Le film se déroule principalement la nuit et sous la pluie donnant une atmosphère glaciale, renforcée par des intérieurs modernes et vastes ou des extérieurs urbains (une autoroute la nuit, un ascenseur, un terrain de basket …). A l'image de cette ambiance, on trouve le personnage distant de Chae dont la personnalité mystérieuse et complexe ainsi que le passé sont petit à petit mis à jour et pénétrés par le patient détective Cho. A l'exception des policiers, la plupart des personnages et notamment les suspects semblent tous jouer un double jeu ne laissant apparaître que ce qu'ils veulent, une personnalité artificielle de surface, comme un masque (Seungmi l'inquiétante meilleure amie de Chae, par exemple). Mais Cho, plongé dans l'enquête et pressé par les événements n'a pas le temps de briser les faux-semblants, comme il pourrait le faire des images que l'on voit se refléter à plusieurs reprises au cours du film sur un téléviseur, dans un rétroviseur. Car l'image (en tant que reflet, représentation biaisée de la réalité) revêt une grande importance dans Tell Me Something où le tueur est filmé par une des caméras omniprésentes partout dans la ville mais reste insaisissable. En dépit de ces milliers de caméras de surveillance qui scrute sans cesse la ville, l'enquête piétine. Tout comme chacun peut ne dévoiler à autrui que ce qu'il veut, les images des caméras ne donne une vision que superficielle de la réalité et leur interprétation est multiple, fonction du spectateur. L'importance donnée à la représentation du réel sous diverses formes apparaît également par le métier du père de Chae, un artiste peintre et par les indices issus souvent d'une photo ou d'un film.

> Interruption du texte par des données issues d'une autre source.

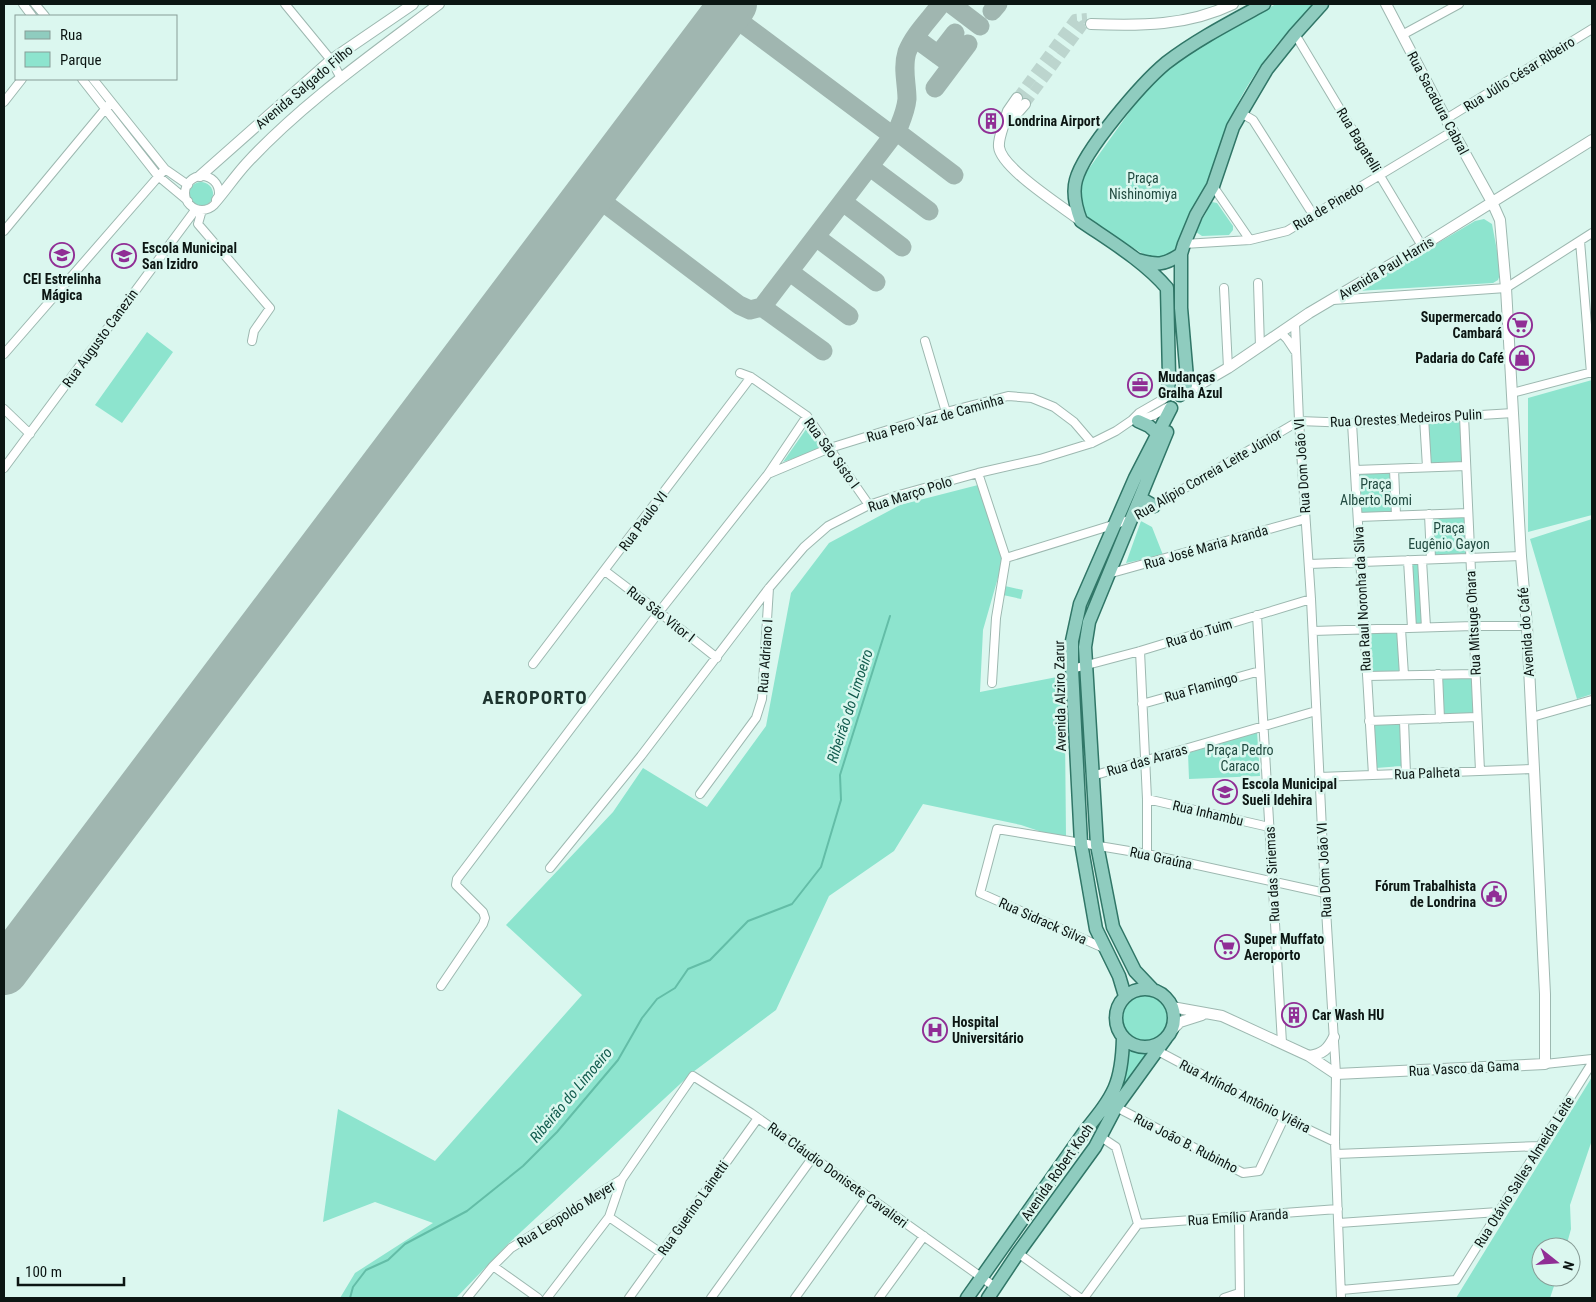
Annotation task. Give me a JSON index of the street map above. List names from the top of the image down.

Servi par des acteurs magnifiques, Tell Me Something est un très bon film de tueur en série, inquiétant et passionnant jusqu'au bout et bénéficiant d'une mise en scène parfaite. En s'attachant principalement aux personnages et à l'enquête en soi, Yoon-Hyun Chang n'évite cependant pas tout à fait le piège de ce genre de films qui perdent une grosse partie de leur intérêt une fois l'identité du tueur dévoilé. Il reste que pendant presque deux heures, on a le droit à un policier noir et glacial, à l'atmosphère inquiétante à souhait, le soleil n'apparaissant que tardivement, comme l'aube se levant sur un jour nouveau mais qui ne signifie pourtant pas que tout est résolu.